_Problem details_. Going through the entries below, copy out each line that contains "halo".

_Records for this exercise_.
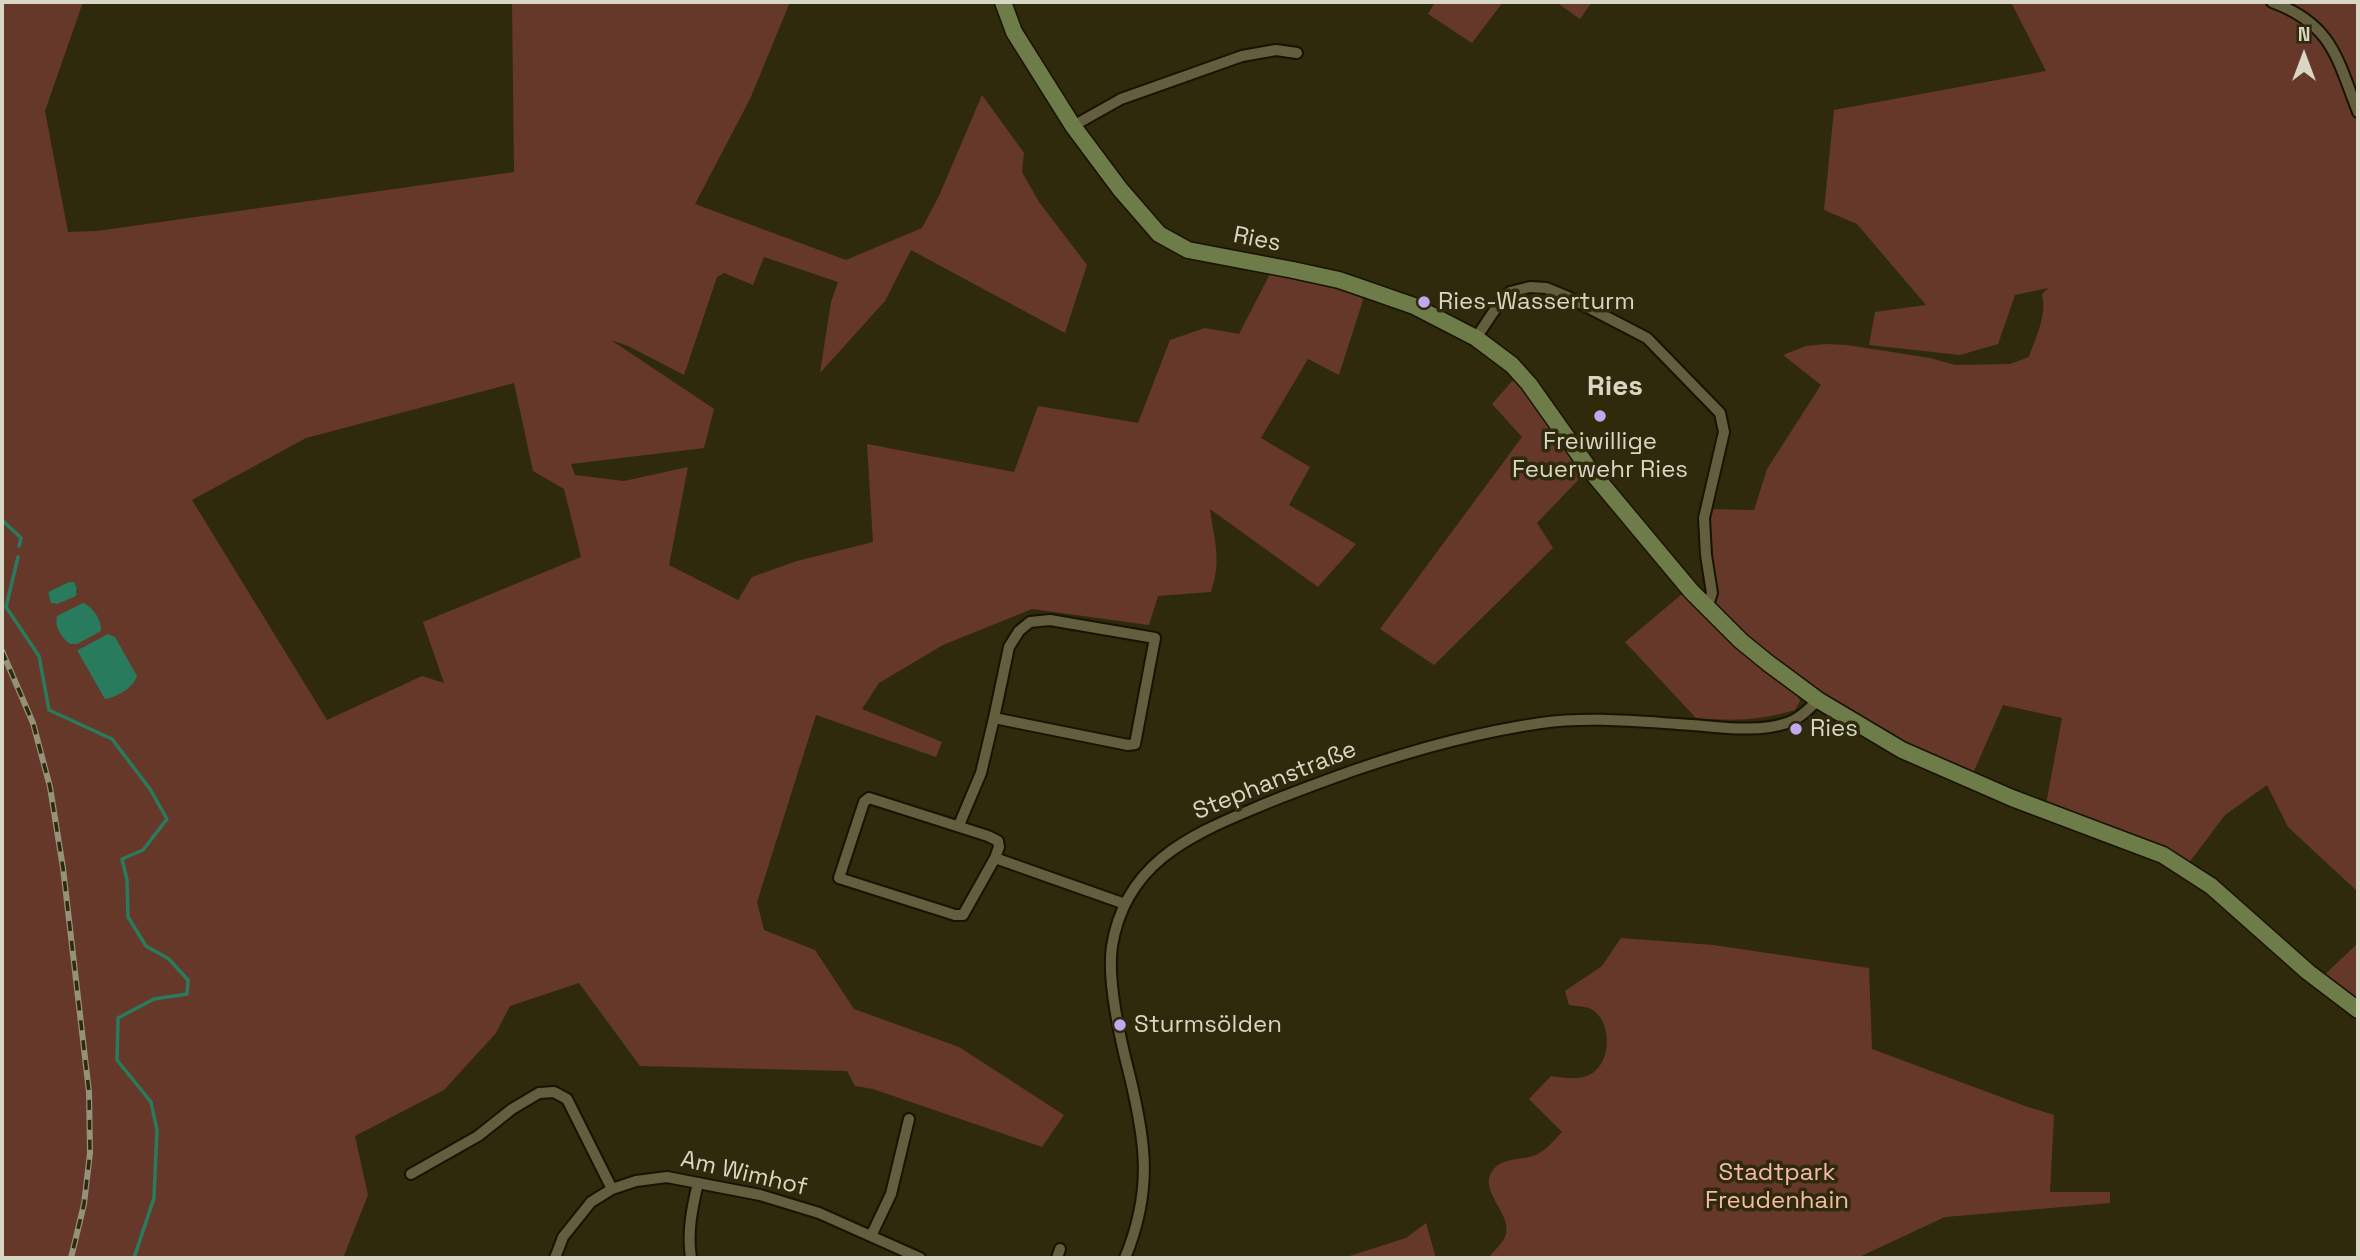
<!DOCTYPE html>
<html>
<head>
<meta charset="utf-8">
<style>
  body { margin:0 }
  #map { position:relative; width:2360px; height:1260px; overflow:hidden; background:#2f2a0c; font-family:"Space Grotesk",sans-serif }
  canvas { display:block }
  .frame { position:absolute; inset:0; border:4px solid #d8d6c4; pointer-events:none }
  .north { position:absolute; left:2269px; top:21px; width:70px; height:70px; -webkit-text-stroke:5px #2f2a0c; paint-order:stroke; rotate:0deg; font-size:19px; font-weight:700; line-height:28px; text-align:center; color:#d8d6c4 }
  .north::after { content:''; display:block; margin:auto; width:24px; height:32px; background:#d8d6c4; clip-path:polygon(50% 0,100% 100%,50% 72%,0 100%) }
</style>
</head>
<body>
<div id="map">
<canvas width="2360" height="1260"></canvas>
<div class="frame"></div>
<div class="north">N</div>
</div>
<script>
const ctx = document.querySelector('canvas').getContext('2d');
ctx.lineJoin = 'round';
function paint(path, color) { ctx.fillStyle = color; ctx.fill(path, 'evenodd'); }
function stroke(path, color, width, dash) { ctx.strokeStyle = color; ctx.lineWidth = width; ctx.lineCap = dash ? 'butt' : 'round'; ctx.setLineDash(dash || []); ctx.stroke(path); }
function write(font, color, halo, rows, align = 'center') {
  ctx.font = font + ' "Space Grotesk",sans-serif'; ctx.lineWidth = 7; ctx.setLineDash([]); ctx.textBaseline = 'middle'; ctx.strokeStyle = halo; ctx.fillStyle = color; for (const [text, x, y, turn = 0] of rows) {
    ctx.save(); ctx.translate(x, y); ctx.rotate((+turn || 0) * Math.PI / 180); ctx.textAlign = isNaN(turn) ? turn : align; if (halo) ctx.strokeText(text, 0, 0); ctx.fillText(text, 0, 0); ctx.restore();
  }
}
paint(new Path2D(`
  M2 2H83L45 111 68 232 97 231 514 172 512 2H790L750 99 695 204 846 260 922 228 939 196 982 95 1024 153 1022 172 1039 202 1087 265 1065 333 911 250 885 301 820 373 831 302 838 282 764 257 753 285 724 273 717 277 684 375 628 346 611 340 714 409 704 448 571 464 575 475 624 481 688 467 669 565 738 600 752 577 797 561 873 542 867 444 1014 472 1038 406 1138 423 1170 340 1205 328 1239 334 1271 272 1296 276 1361 295 1363 300 1339 375 1308 359 1261 438 1310 467 1289 505 1356 544 1318 587 1210 509C1214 541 1222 558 1211 592L1158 596 1149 625 1032 609 943 645 879 683 862 709 942 742 936 757 816 715 757 902 764 930 815 950 854 1009 959 1047 1064 1115 1042 1147 873 1089 855 1086 847 1071 640 1066 579 983 510 1006 496 1033 444 1090 355 1136 368 1195 343 1258H2ZM514 383 533 471 564 489 581 557 423 622 444 683 422 676 327 720 192 500 306 438ZM69 582 74 583 78 592 54 604 51 602 48 592Z
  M1435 2H1503L1472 43 1428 14Z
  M1556 2H1592L1580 19Z
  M2011 2H2353L2358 6V892L2288 827 2267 785 2225 815 2185 868 2045 810 2062 718 2003 705 1970 780 1924 759 1768 663 1710 600 1704 509 1754 510 1767 469 1821 385 1783 355 1806 346 1826 344 1847 345 1930 358 1955 365 2010 364 2029 357C2036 336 2047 316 2042 294L2048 288 2015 295 1998 344 1960 355 1869 345 1875 312 1926 305 1857 224 1824 210 1834 110 2046 71Z
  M1514 379 1520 381 1586 472 1537 523 1553 548 1434 665 1380 629 1522 437 1492 404Z
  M1682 594 1734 645 1798 696 1800 701 1795 710C1757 721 1734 721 1696 718L1625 642Z
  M1621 938 1713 945 1869 968 1872 1049 2025 1106 2054 1115 2050 1192H2110V1203L1945 1217 1857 1258H1488C1493 1252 1501 1245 1505 1237 1514 1217 1482 1194 1490 1175 1498 1157 1517 1161 1533 1156 1544 1153 1554 1140 1562 1132L1529 1099 1551 1076C1564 1078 1577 1080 1589 1075 1612 1065 1613 1021 1591 1009 1585 1006 1576 1006 1569 1005L1565 991 1602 966Z
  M2358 943V1009L2319 980Z
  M1426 1223 1436 1258H1343L1406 1238Z`), '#66382a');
paint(new Path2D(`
  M69 582H74L77 589 76 596 57 604 51 603 48 592Z
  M83 603C93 607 102 620 101 631L77 644H70C62 638 54 627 57 616Z
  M108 634 115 637 137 676C133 688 117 697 105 699L78 652V650Z`), '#297b5e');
stroke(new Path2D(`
  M2 520 21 538 19 546
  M18 557 6 607 39 656 49 710 112 739 150 789 167 819 143 850 122 859 127 880 128 917 146 946 169 959 188 980 187 994 154 999 118 1018 117 1060 151 1102 157 1130 154 1198 134 1258`), '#297b5e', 3.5);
const street = new Path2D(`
  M2272 2C2332 24 2337 58 2358 112
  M1073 126 1121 99 1242 56 1276 50 1297 53
  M1476 338 1502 299 1510 292 1530 287 1546 288 1568 297 1647 338 1720 413 1724 432 1704 518 1706 555 1712 593 1707 608
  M959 825 981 773 994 718 1128 745 1135 744 1155 638 1050 620 1030 622 1019 631 1009 647 994 718
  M995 858 999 847 998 841 988 836 869 798 864 802 839 878 955 915H963L995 858 1125 904
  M411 1174 478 1136 512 1109 539 1093 554 1092 567 1099 612 1189
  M871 1236 891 1194 909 1119
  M555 1258 563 1237 591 1202 612 1189 636 1181 667 1177 760 1195 819 1213 920 1258
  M691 1258C687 1233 692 1208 698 1183
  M1057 1258 1060 1249
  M1125 1258C1153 1190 1146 1142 1129 1073 1120 1038 1107 980 1112 946 1125 866 1185 837 1253 809 1285 795 1319 783 1352 771 1413 750 1478 732 1541 723 1591 716 1642 722 1692 725 1722 727 1757 733 1787 723 1799 719 1809 709 1818 700`);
const secondary = new Path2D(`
  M1003 2 1014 32 1073 126 1120 189 1159 234 1188 250 1293 270 1339 280 1371 291 1414 306 1476 338 1512 365 1529 384 1590 470 1691 591 1741 641 1768 663 1818 700 1902 750 2012 798 2163 855 2211 886 2308 972 2358 1010`);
stroke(street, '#171300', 14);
stroke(secondary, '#171300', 19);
stroke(street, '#625e3e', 10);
stroke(secondary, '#6e7c49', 16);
const rail = new Path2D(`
  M2 651 33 723 50 787 63 868 89 1092 90 1153 84 1204 71 1258`);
stroke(rail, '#95927b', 6);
stroke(rail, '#2f2a0c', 3.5, [10]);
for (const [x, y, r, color] of [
  [1424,302,7,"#c4a7f1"],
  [1600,416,7,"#c4a7f1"],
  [1796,729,7,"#c4a7f1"],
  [1120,1025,7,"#c4a7f1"]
]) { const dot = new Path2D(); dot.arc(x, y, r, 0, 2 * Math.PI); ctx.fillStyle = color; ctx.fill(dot); stroke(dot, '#2f2a0c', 2.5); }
write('24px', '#d8d6c4', '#2f2a0c', [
  ["Ries",1257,240,11],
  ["Stephanstraße",1275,781,-22],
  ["Am Wimhof",744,1174,13]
]);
write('24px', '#d8d6c4', '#2f2a0c', [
  ["Ries-Wasserturm",1438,302],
  ["Freiwillige",1600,442,"center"],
  ["Feuerwehr Ries",1600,470,"center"],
  ["Ries",1810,729],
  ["Sturmsölden",1134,1025]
], 'left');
write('24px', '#f5baa8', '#2f2a0c', [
  ["Stadtpark",1777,1173],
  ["Freudenhain",1777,1201]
]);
write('bold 28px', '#d8d6c4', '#2f2a0c', [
  ["Ries",1615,387]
]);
</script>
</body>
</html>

_Result for this task_.
function write(font, color, halo, rows, align = 'center') {
  ctx.font = font + ' "Space Grotesk",sans-serif'; ctx.lineWidth = 7; ctx.setLineDash([]); ctx.textBaseline = 'middle'; ctx.strokeStyle = halo; ctx.fillStyle = color; for (const [text, x, y, turn = 0] of rows) {
    ctx.save(); ctx.translate(x, y); ctx.rotate((+turn || 0) * Math.PI / 180); ctx.textAlign = isNaN(turn) ? turn : align; if (halo) ctx.strokeText(text, 0, 0); ctx.fillText(text, 0, 0); ctx.restore();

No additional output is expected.